<<<<

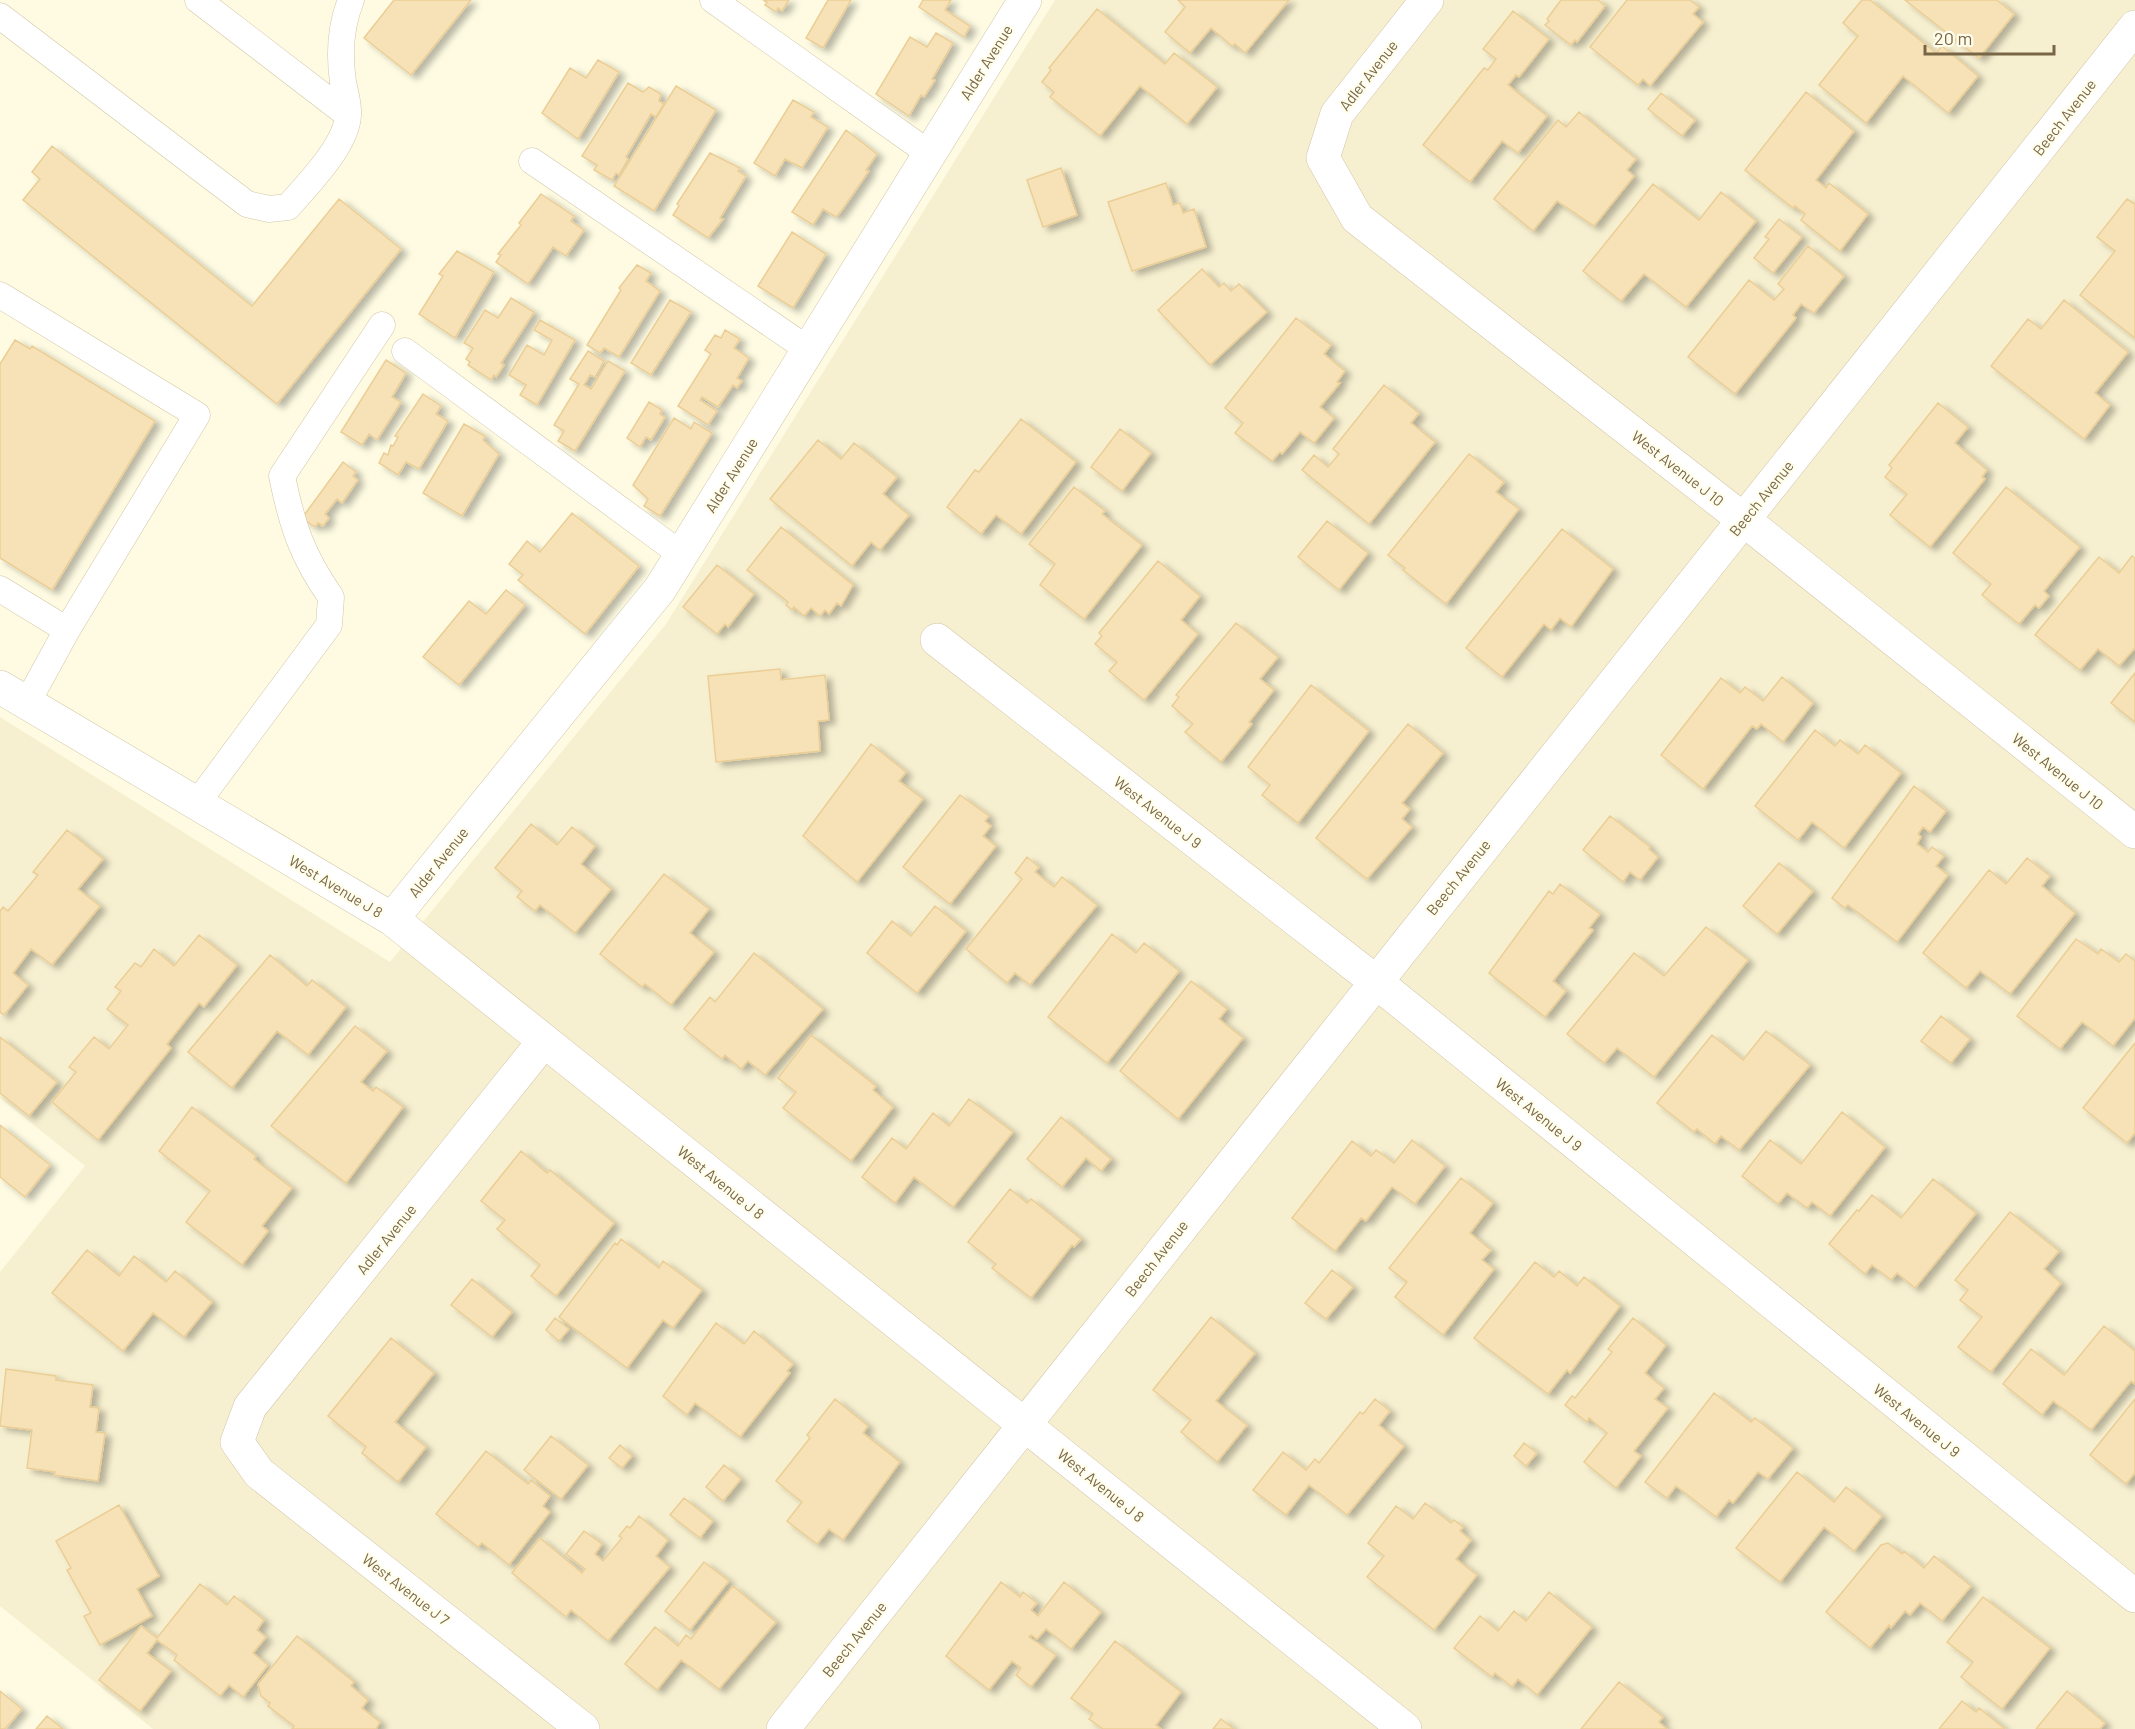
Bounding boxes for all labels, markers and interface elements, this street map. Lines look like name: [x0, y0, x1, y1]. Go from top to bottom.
scale bar: [1925, 18, 2054, 56]
street label: Alder Avenue: [956, 21, 1016, 103]
text: 20 m: [1934, 27, 1972, 49]
street label: Adler Avenue: [1335, 36, 1401, 114]
street label: Beech Avenue: [2029, 75, 2099, 159]
street label: West Avenue J 10: [1628, 426, 1728, 510]
street label: Alder Avenue: [701, 434, 761, 516]
street label: Beech Avenue: [1725, 457, 1797, 539]
street label: West Avenue J 10: [2009, 729, 2107, 813]
street label: West Avenue J 9: [1111, 772, 1205, 852]
street label: Alder Avenue: [404, 823, 472, 901]
street label: Beech Avenue: [1422, 836, 1494, 918]
street label: West Avenue J 8: [286, 851, 386, 921]
street label: West Avenue J 9: [1492, 1074, 1586, 1154]
street label: West Avenue J 8: [674, 1142, 768, 1222]
street label: Adler Avenue: [352, 1200, 420, 1278]
street label: Beech Avenue: [1121, 1216, 1191, 1300]
street label: West Avenue J 9: [1870, 1380, 1964, 1460]
street label: West Avenue J 8: [1054, 1445, 1148, 1525]
street label: West Avenue J 7: [359, 1549, 453, 1629]
street label: Beech Avenue: [818, 1598, 890, 1680]

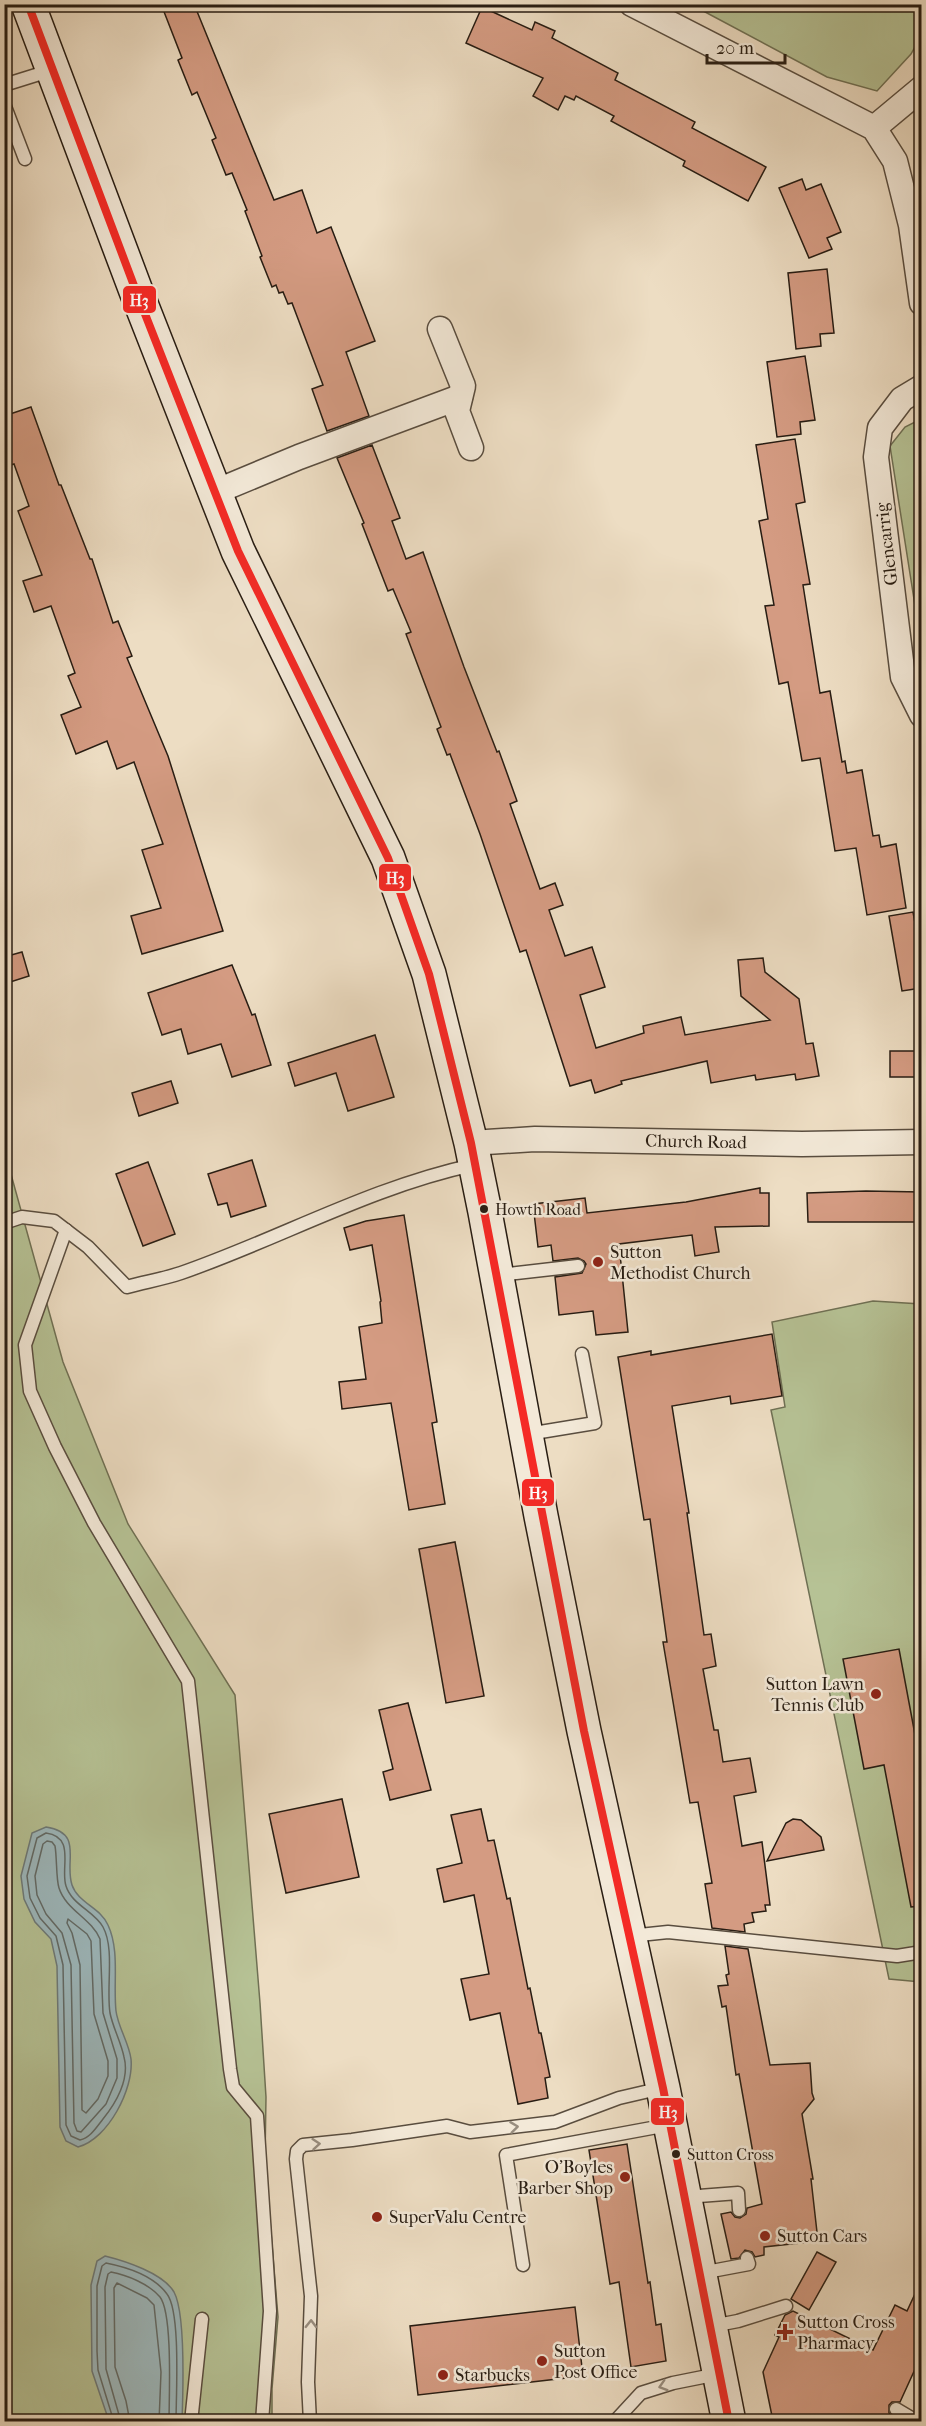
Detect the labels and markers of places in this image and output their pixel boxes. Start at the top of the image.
place label: Howth Road [495,1200,581,1219]
marker: Howth Road [478,1203,490,1215]
place label: Sutton Methodist Church [610,1242,751,1284]
marker: Sutton Methodist Church [591,1255,605,1269]
place label: Sutton Lawn Tennis Club [766,1674,865,1716]
marker: Sutton Lawn Tennis Club [869,1687,883,1701]
place label: Sutton Cross [687,2145,774,2164]
marker: Sutton Cross [670,2148,682,2160]
place label: O'Boyles Barber Shop [517,2157,613,2199]
marker: O'Boyles Barber Shop [618,2170,632,2184]
place label: SuperValu Centre [389,2207,526,2228]
marker: SuperValu Centre [370,2210,384,2224]
place label: Sutton Cars [777,2226,868,2247]
marker: Sutton Cars [758,2229,772,2243]
place label: Sutton Cross Pharmacy [797,2312,895,2354]
marker: Sutton Cross Pharmacy [778,2325,792,2339]
place label: Sutton Post Office [554,2341,637,2383]
marker: Sutton Post Office [535,2354,549,2368]
place label: Starbucks [455,2365,530,2386]
marker: Starbucks [436,2368,450,2382]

>>>>

**Action item**
Could you filter the material above and copy each line that holds the word "Road"?

**Problem solution**
place label: Howth Road [495,1200,581,1219]
marker: Howth Road [478,1203,490,1215]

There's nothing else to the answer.